By Hadi Azmi
Malaysian Prime Minister Mahathir Mohamad and Philippine President Rodrigo Duterte agreed to bolster bilateral security ties Monday as they talked about the Islamic State (IS) and pledged to curb the spread of extremism and terrorism in the Southeast Asian region, sources and official statements said.
Mahathir received Duterte at his office in Putrajaya, the nation’s administrative capital, after the 93-year-old Malaysian leader participated in oath-taking with fellow members of the parliament.
“Both leaders were pleased with the commitment shown by both countries to curb the spread of extremism and terrorism in the region,” according to a statement from Mahathir’s office. “Malaysia also expressed support toward peace and development in Mindanao, Southern Philippines.”
In a short text message, a Mahathir aide told BenarNews that the two leaders talked about Islamic State (IS) terror group during their private meeting.
“Yes, they did talk about IS among other issues,” the source said, without elaborating.
Duterte was on a private visit to Malaysia – his first with Mahathir. He met his Malaysian counterpart Saturday night during the fight between the Philippines Manny “Pacman” Pacquiao and Argentinian Lucas Matthysse – billed as the biggest boxing match in the country since the 1975 heavyweight clash between Muhammad Ali and Australian Joe Bugner.
Mahathir arrived at the venue during the sixth round, giving him only one round to watch the Filipino icon deliver his seventh-round knockout.
A statement from Duterte’s office in Manila released after Monday’s meeting, said the Philippine leader “pointed out the need to address terrorism and violent extremism, as well as transnational crimes, such as piracy and armed robbery at sea along with illegal drug trade.

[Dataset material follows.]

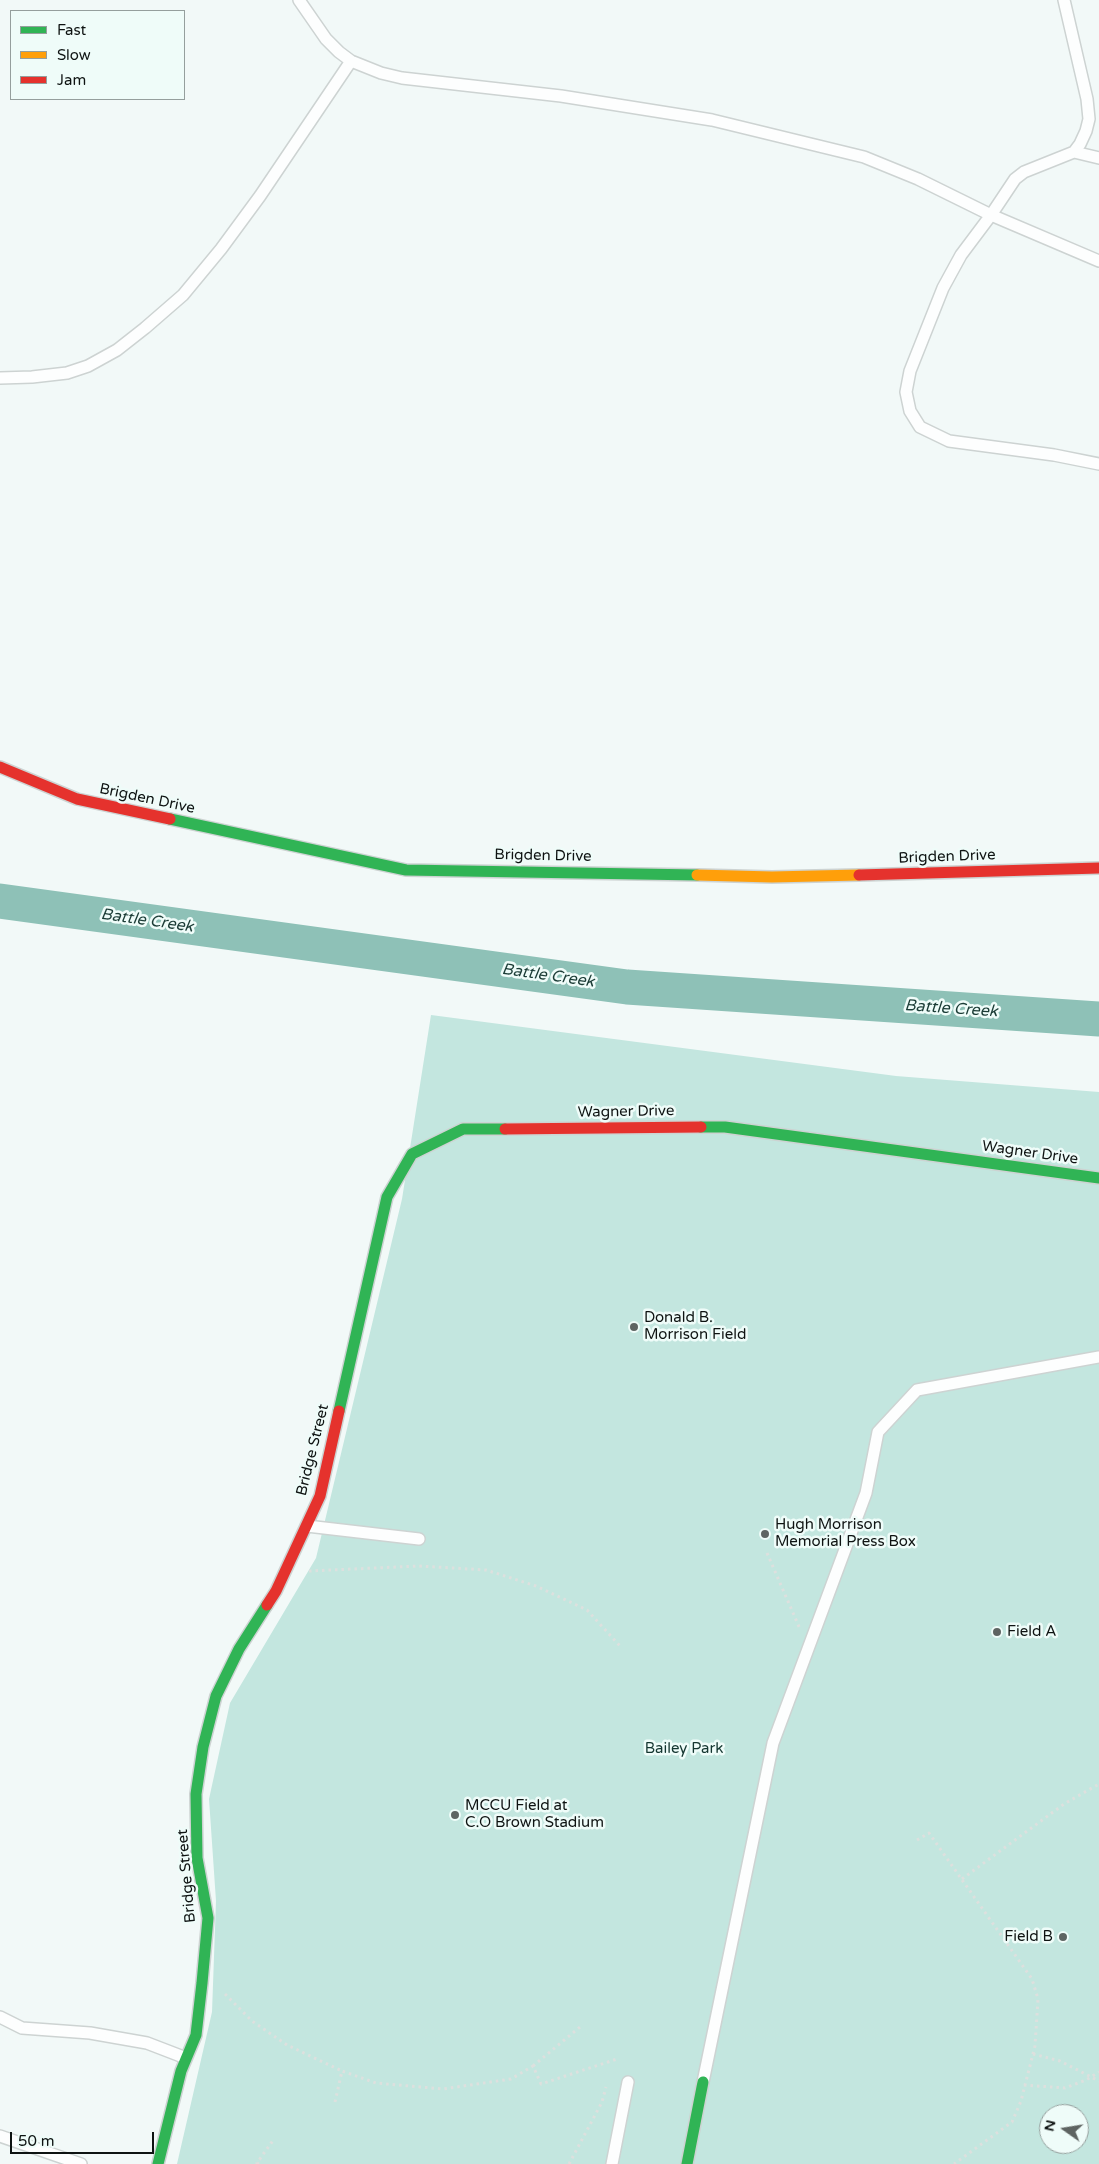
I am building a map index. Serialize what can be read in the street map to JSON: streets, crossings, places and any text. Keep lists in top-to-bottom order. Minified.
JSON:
{"streets":{"street":["Brigden Drive","Wagner Drive","Bridge Street"]},"crossings":[["Wagner Drive","Bridge Street"]],"water":["Battle Creek"],"parks":["Bailey Park"],"places":["Donald B. Morrison Field","Hugh Morrison Memorial Press Box","Field A","MCCU Field at C.O Brown Stadium","Field B"],"legend":["Fast","Slow","Jam"],"scale_bar":"50 m","north":"left"}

“President Duterte expressed appreciation for Malaysia’s sustained support for the quest for just and lasting peace and development in Mindanao,” the statement said, referring to the southern Philippine island where pro-IS militants operate.

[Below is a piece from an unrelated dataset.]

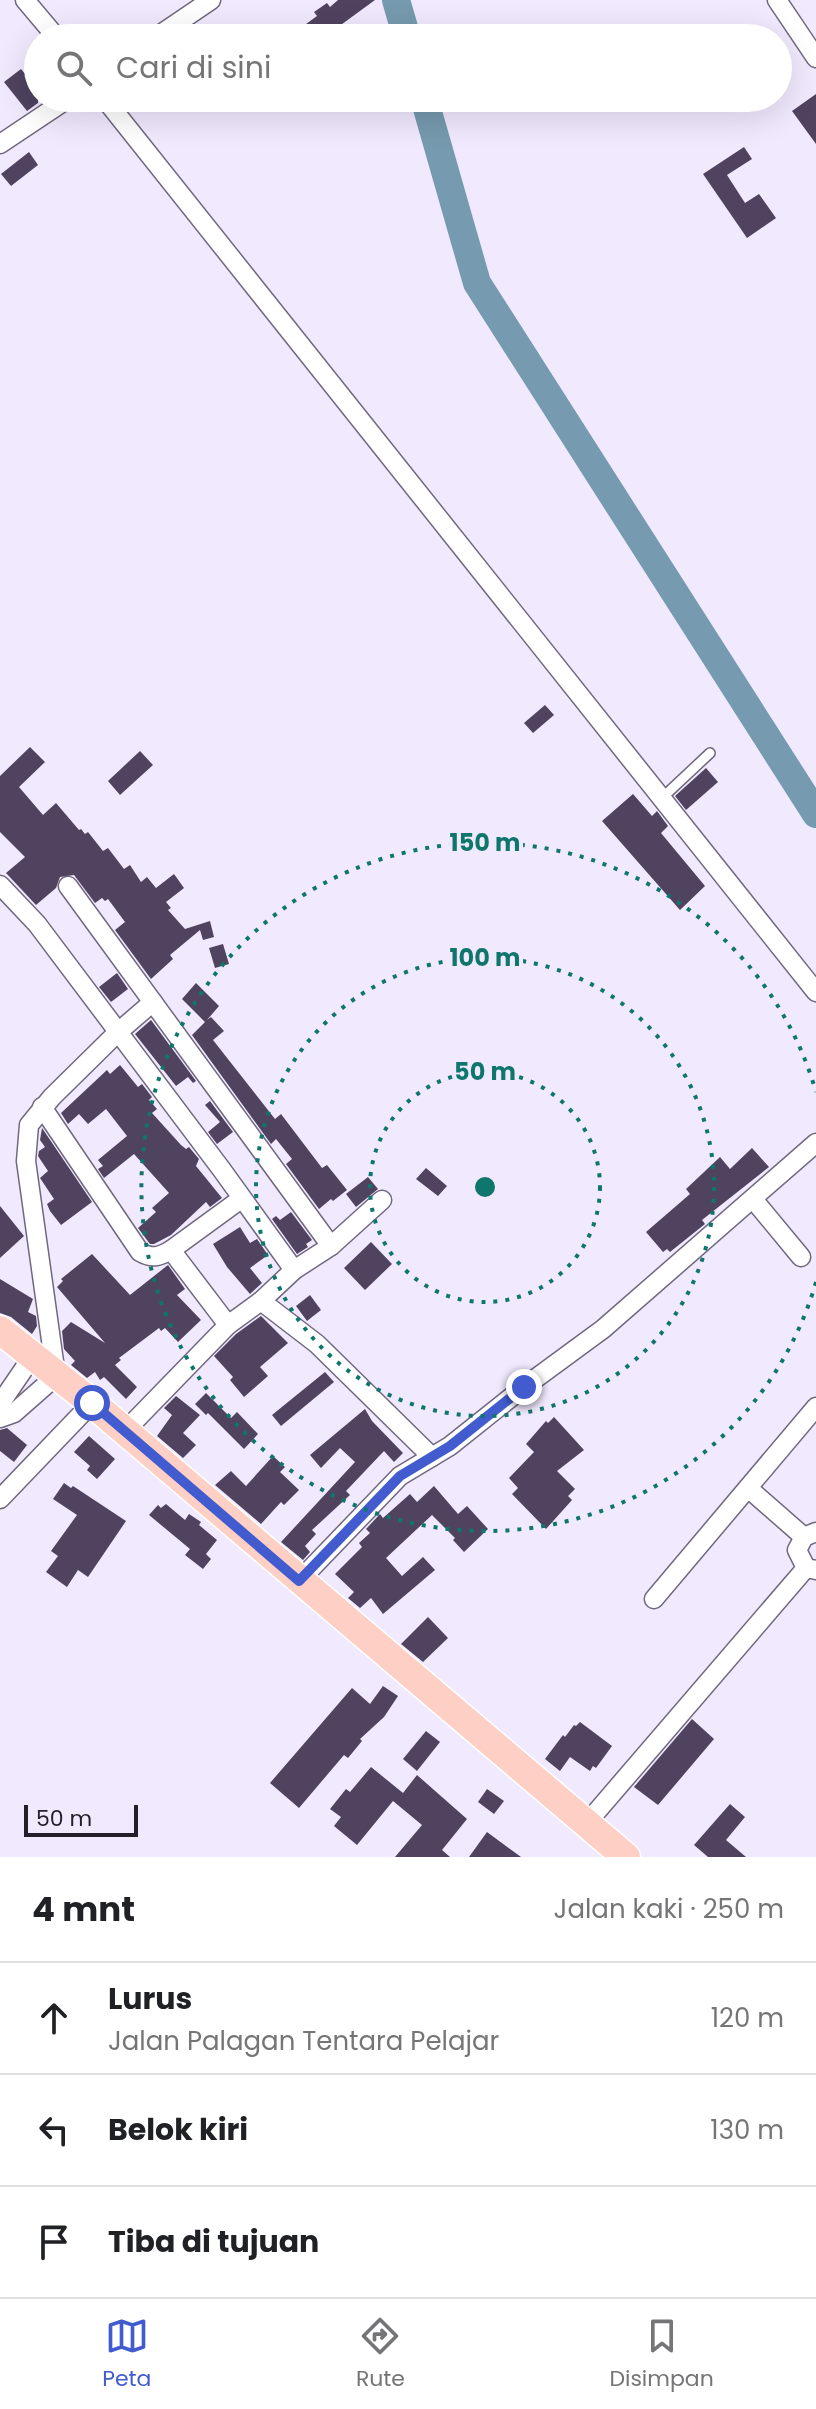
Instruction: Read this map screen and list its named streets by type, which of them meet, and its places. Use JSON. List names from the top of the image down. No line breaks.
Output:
{"scale_bar":"50 m","page":{"search":"Cari di sini","scale":"50 m","heading":["4 mnt","Jalan kaki · 250 m"],"list":[["Lurus","Jalan Palagan Tentara Pelajar","120 m"],["Belok kiri","130 m"],"Tiba di tujuan"],"nav":["Peta","Rute","Disimpan"]},"rings":["150 m","100 m","50 m"]}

Last year, militants led by acknowledged IS regional leader Isnilon Hapilon laid siege to the city of Marawi in Mindanao. Security forces effectively ended the Marawi siege by killing Hapilon after five months of gun battles that also killed about 1,200 people, most of them militants.
Hapilon’s force was backed by Southeast Asian militants and other foreign fighters, including Indonesians and Malaysians, in a plot that caught the Philippine government by surprise.
Two Malaysians who had allegedly helped plan the Marawi siege, Mahmud Ahmad and Amin Baco, were believed to have been killed as the Philippine military closed in on the militants. Their bodies have not been found and authorities in the nearby eastern Malaysian state of Sabah recently included their names on a list of wanted militants.
IS-linked Malaysian fighters, along with some Indonesians, pose serious threats to Philippine security as they are believed to have settled in areas near Marawi, security analysts and military officials previously told BenarNews.
Mahathir had been known as a strongman because of his reputation on handling human rights when he governed Muslim-majority Malaysia for 22 years beginning in 1981. But analysts believe he has softened his strongman image since his opposition bloc demolished the ruling party in the May 9 general election.
Meanwhile, Duterte remains the focus of international criticisms as rights groups have said that as many as 12,000 people have been killed in the drug war under his administration. Official figures reflect only about 4,000 deaths and authorities said those occurred in shootouts with police officers.
The statement from Manila said Duterte and Mahathir “renewed and reaffirmed the long-standing brotherhood and friendship between the Philippines and Malaysia.”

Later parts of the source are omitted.